Citi Downgrades Major Banks... Is It Downgrading Itself? (C, BAC, JPM, GS, MS)

Major banks and brokerage firms do not cover their own banks, for obvious reasons of conflicts of interest.  They do, however, cover their peers and rivals.  Many investors believe that the banks are in effect issuing upgrades and downgrades on their own companies when they issue blanket research calls on the money-center banks or bulge-bracket brokerage firms.  So what about a sector cut on earnings of the major banks and brokerages from Citigroup, Inc. (NYSE: C)?

Citi has cut the earnings expectations considerable for the U.S. banking sector.  The Bloomberg headline gave it a 45% cut on average.  What is almost counter-intuitive is that the report actually raises estimates for rival Bank of America Corporation (NYSE: BAC) because of the gains from the stake sale of China Construction Bank.  It now expects $0.61 EPS from a prior $0.18 EPS target.  That is a net figure of course because that is a one-time gain.   Thomson Reuters has consensus earnings estimates of $0.21 EPS.

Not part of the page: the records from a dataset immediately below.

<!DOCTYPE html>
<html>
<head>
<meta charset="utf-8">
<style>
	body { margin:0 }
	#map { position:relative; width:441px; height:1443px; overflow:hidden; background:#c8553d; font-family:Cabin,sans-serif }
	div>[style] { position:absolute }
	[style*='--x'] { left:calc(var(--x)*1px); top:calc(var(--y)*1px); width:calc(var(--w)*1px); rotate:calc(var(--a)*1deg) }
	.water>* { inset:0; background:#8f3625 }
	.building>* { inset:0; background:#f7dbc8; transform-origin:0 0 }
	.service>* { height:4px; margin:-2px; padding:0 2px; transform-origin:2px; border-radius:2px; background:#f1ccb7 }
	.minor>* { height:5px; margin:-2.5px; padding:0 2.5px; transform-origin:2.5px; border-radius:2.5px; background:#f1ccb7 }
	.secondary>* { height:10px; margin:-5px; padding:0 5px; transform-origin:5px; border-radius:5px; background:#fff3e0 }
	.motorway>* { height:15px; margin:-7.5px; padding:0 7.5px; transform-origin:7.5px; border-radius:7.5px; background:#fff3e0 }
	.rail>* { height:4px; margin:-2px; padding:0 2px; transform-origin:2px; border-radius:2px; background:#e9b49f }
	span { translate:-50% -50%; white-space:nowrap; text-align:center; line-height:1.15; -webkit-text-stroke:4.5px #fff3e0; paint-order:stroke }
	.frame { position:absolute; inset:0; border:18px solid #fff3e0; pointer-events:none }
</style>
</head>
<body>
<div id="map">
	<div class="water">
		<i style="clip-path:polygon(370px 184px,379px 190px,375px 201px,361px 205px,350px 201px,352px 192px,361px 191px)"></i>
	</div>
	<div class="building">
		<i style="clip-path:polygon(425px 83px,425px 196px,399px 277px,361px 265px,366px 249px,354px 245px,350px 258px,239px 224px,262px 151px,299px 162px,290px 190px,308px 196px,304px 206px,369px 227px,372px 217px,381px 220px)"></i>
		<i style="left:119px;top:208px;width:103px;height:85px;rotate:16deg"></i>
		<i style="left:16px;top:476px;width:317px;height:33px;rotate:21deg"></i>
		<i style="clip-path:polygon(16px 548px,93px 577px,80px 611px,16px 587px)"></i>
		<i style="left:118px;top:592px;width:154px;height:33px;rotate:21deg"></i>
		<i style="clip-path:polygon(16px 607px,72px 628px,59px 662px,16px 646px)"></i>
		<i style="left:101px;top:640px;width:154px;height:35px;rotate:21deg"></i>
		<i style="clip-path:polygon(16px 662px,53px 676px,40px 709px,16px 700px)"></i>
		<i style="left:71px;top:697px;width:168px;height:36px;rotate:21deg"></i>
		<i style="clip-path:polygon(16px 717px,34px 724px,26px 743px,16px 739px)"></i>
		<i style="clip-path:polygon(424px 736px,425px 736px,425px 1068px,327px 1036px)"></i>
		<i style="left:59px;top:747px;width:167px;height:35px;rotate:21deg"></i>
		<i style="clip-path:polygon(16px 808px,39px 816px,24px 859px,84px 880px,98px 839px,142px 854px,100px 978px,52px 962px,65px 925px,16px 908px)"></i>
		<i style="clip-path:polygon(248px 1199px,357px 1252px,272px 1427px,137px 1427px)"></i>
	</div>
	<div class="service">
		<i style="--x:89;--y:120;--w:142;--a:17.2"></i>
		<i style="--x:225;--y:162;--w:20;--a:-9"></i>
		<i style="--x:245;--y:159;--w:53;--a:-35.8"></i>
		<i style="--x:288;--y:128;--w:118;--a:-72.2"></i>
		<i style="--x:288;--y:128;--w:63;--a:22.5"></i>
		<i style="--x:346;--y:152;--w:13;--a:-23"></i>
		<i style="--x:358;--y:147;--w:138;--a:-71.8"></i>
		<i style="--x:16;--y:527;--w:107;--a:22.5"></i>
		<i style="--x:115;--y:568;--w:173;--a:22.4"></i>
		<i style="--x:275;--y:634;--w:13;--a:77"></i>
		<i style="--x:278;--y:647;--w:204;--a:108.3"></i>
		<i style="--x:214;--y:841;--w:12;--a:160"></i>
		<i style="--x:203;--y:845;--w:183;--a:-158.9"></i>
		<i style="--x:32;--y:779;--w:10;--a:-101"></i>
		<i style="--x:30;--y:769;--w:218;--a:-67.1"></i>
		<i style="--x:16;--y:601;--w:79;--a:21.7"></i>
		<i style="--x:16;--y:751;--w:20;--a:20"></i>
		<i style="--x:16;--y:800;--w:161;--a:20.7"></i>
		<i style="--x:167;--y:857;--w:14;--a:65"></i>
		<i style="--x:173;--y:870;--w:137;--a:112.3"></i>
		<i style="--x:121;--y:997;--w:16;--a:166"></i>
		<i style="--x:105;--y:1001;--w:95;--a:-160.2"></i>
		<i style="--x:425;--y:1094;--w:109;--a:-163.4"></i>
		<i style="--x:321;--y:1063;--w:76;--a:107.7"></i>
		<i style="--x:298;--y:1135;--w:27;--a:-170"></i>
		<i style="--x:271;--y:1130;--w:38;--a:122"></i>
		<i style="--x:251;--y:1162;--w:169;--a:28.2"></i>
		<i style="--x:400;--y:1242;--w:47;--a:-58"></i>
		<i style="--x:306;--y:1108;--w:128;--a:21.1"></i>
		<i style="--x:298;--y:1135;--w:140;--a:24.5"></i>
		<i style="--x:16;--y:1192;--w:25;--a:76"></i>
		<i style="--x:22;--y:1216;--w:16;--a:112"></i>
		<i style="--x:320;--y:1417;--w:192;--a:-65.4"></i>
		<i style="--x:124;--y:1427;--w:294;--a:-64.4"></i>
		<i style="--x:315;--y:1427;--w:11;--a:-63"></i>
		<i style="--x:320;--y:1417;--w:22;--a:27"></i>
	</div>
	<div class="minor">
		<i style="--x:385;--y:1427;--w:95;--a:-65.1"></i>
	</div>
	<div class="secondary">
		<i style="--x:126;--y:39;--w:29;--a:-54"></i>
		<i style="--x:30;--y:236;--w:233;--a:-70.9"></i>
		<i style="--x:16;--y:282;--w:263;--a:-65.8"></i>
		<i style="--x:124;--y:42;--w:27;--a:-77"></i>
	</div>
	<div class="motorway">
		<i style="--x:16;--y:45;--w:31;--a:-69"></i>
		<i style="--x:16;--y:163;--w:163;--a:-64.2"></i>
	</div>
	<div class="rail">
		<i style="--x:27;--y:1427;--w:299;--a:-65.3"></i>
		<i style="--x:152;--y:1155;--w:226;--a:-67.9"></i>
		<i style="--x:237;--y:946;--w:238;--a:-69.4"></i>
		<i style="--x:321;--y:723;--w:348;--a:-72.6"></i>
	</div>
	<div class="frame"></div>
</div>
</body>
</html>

J.P. Morgan Chase & Co. (NYSE: JPM) is not immune from this call even if it is the most sturdy of all major banks.  The report cut the earnings estimates to $1/17 EPS from $1.26 EPS, but the Thomson Reuters consensus was $1.21 EPS before this call.

The huge hit was on Goldman Sachs Group Inc. (NYSE: GS).  Citi took estimates down from $2.70 EPS to ‘ten-cents’ (per Bloomberg) but it is worth noting that consensus from Thomson Reuters was $2.35 EPS before the effects of this call.

Morgan Stanley (NYSE: MS) saw estimates lowered to $0.25 EPS for the current quarter, down from $0.36 EPS.  Thomson Reuters had a consensus before this call of $0.47 EPS.

The real issue this morning is the weakness in Europe and the ongoing banking and sovereign debt fears.  The myriad of lawsuits and regulatory smack-downs in the United States are both in the backseat of this trading session.  BofA is down 2% at $6.82; Citi is down 2% at $26.20; J.P. Morgan is down 1.8% at $31.50; Goldman Sachs is down 1.5% at $100.75; and Morgan Stanley is down 2.3% at $14.93.